“Except as provided in the operating agreement. . . ”
By my count, this phrase and its close relative, “unless otherwise provided in the operating agreement,” appear 59 times in New York’s LLC Law, most often to qualify a rule on LLC governance. This substantial deference to the members’ freedom of contract is a hallmark of LLCs, and it is often said that the LLC law contains default rules, or “gap fillers,” subject to the members’ rights to modify the rules as they see fit.
The interplay between the default rules and the members’ agreement sometimes gets complicated. For instance, when an operating agreement is completely silent on a right set forth in the LLC law, that silence can be ambiguous. Were the parties silent about that right in their operating agreement because they agreed to forgo it? Or does their silence in the operating agreement mean that the members wished to apply the default rules?

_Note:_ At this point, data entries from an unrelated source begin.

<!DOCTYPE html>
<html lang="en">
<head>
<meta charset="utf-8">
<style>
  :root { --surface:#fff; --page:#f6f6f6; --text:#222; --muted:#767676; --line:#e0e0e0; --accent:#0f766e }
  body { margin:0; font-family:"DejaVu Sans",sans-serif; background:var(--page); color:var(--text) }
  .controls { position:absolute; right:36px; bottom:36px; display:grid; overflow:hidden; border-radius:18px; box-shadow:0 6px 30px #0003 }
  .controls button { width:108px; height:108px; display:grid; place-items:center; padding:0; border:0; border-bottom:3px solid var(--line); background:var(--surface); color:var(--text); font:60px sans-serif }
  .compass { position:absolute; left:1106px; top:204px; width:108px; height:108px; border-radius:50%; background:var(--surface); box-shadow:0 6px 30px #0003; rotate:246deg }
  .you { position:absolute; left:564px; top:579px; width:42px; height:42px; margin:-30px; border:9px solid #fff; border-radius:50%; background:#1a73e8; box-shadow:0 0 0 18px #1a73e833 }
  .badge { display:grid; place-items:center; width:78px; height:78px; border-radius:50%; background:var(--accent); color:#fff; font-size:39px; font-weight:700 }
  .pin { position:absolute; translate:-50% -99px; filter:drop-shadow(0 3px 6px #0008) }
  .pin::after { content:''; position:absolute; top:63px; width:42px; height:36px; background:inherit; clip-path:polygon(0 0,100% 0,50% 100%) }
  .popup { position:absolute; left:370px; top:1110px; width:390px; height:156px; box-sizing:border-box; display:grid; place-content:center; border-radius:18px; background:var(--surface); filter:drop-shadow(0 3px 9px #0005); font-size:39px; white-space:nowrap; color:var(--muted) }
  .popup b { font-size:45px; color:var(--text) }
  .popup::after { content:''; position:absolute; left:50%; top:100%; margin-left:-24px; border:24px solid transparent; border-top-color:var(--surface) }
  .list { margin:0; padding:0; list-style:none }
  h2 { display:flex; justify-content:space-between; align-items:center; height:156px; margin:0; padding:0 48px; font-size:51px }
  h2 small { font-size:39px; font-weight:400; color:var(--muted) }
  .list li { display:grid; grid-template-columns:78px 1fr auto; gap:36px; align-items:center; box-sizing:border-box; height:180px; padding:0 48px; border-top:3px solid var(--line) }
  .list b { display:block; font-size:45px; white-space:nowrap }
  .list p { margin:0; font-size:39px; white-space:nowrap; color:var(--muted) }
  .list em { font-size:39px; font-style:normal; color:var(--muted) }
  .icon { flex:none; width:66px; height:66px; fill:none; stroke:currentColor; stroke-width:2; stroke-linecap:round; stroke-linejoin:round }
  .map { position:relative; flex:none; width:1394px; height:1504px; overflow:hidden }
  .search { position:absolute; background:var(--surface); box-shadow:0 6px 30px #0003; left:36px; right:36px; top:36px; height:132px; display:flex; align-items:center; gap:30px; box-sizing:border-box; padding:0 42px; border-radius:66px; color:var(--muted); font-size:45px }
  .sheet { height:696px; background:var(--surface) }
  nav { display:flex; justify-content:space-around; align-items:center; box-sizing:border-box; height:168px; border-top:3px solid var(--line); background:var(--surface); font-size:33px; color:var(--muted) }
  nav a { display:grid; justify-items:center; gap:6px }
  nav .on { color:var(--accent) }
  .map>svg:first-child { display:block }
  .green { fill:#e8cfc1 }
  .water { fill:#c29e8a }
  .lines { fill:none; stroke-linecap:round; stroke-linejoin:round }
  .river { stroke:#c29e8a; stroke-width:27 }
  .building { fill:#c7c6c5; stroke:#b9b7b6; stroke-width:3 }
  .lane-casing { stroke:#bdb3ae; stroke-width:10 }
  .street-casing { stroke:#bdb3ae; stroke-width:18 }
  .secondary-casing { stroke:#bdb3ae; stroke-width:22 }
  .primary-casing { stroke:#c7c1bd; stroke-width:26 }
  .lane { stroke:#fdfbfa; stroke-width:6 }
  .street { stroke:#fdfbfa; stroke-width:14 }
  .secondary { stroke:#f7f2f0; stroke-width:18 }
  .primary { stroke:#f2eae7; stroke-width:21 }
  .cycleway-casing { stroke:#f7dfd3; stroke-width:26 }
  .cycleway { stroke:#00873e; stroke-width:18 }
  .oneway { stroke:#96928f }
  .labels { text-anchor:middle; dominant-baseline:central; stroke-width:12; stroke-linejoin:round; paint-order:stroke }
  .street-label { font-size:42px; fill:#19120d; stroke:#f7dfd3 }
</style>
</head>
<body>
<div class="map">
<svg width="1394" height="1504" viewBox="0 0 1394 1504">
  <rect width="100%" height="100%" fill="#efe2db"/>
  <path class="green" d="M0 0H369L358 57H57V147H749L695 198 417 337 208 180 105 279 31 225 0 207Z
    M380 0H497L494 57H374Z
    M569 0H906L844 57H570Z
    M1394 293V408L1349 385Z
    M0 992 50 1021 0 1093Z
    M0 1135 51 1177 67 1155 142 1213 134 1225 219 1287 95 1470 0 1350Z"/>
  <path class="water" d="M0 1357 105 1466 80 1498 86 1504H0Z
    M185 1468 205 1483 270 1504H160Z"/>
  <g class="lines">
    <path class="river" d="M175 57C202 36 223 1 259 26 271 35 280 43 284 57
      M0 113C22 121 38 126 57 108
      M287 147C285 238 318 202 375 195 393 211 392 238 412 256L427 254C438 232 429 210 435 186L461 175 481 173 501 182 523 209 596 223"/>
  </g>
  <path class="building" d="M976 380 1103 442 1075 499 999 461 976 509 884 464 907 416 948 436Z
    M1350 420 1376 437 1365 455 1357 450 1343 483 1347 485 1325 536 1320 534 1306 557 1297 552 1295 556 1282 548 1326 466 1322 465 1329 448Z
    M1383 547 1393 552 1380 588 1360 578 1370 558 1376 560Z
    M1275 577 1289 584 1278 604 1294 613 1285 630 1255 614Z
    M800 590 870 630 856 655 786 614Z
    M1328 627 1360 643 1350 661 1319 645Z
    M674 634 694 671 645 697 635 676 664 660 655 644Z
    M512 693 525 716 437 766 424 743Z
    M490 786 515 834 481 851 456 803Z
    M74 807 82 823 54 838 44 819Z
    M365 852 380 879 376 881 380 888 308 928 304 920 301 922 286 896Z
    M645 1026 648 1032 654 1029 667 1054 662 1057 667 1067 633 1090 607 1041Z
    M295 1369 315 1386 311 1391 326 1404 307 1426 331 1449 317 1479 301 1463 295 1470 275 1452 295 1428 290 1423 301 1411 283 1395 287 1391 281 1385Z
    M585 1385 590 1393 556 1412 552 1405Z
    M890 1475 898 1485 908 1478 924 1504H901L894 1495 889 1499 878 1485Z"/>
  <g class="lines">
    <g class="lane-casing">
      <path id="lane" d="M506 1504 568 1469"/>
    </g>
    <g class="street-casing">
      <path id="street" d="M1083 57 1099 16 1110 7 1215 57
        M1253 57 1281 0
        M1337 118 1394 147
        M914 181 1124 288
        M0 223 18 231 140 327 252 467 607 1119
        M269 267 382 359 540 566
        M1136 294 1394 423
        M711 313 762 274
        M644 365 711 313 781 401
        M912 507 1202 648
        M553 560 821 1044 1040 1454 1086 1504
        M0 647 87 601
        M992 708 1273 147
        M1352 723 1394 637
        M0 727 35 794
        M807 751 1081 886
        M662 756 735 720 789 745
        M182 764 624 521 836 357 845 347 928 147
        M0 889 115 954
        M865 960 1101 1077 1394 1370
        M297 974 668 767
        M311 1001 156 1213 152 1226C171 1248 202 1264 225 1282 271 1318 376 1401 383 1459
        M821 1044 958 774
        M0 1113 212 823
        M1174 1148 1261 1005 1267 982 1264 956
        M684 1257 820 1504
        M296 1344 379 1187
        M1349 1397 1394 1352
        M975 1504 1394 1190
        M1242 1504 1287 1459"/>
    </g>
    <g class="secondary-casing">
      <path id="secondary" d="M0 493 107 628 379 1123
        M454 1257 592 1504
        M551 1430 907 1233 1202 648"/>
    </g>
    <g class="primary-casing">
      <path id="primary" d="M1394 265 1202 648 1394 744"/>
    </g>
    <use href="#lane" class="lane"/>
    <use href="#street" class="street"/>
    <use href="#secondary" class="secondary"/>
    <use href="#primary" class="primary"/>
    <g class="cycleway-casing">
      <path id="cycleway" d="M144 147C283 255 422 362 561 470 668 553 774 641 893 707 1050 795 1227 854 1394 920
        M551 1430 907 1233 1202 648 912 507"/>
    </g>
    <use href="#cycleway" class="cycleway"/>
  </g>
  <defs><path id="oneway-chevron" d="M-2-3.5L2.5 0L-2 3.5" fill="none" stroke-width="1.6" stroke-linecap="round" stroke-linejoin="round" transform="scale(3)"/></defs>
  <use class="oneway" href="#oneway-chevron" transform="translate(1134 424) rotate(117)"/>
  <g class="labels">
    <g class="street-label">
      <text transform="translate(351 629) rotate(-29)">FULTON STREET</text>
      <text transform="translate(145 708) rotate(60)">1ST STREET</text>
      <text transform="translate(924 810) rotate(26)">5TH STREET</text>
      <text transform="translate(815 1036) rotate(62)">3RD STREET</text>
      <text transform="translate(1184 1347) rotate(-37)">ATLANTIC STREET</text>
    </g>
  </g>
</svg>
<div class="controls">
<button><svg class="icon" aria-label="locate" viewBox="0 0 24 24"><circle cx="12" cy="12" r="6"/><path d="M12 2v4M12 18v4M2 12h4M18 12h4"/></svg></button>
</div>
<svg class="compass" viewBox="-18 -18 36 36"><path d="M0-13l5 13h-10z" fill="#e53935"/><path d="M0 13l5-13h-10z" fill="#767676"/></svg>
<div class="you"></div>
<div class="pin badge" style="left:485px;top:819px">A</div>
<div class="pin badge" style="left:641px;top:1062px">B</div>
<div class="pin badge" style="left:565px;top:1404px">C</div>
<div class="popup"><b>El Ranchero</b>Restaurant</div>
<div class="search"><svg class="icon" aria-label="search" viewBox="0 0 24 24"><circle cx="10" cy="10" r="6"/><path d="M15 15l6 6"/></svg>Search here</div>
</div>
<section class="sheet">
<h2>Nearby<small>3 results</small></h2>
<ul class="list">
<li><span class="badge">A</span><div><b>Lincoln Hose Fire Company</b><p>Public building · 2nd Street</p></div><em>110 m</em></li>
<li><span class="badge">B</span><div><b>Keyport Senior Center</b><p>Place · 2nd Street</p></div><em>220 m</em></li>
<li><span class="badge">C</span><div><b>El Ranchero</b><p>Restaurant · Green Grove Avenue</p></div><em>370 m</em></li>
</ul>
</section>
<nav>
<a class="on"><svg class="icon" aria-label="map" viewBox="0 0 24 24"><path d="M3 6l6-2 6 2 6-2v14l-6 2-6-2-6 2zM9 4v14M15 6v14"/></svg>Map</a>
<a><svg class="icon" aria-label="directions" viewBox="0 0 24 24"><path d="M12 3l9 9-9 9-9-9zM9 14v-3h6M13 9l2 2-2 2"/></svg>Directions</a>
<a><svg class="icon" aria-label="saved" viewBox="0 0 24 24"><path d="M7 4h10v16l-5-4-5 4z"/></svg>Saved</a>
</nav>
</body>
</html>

This difficult question took center-stage in a duo of recent decisions from Manhattan Commercial Division Justice Joel M. Cohen, in McCormack v Kuras, Index No. 656434/2021 [Sup Ct, New York County] and its related case, Triboss Brooklyn LLC v Kuras, Index No. 654282/2021 [Sup Ct, New York County]).
In these decisions, Justice Cohen rejects the majority members’ attempts to remove a managing member from management. In so doing, Justice Cohen recognizes the appeal of both sides’ arguments and takes the relatively rare step of expressly inviting appellate guidance on issues surrounding the applicability of the LLC law’s default rules.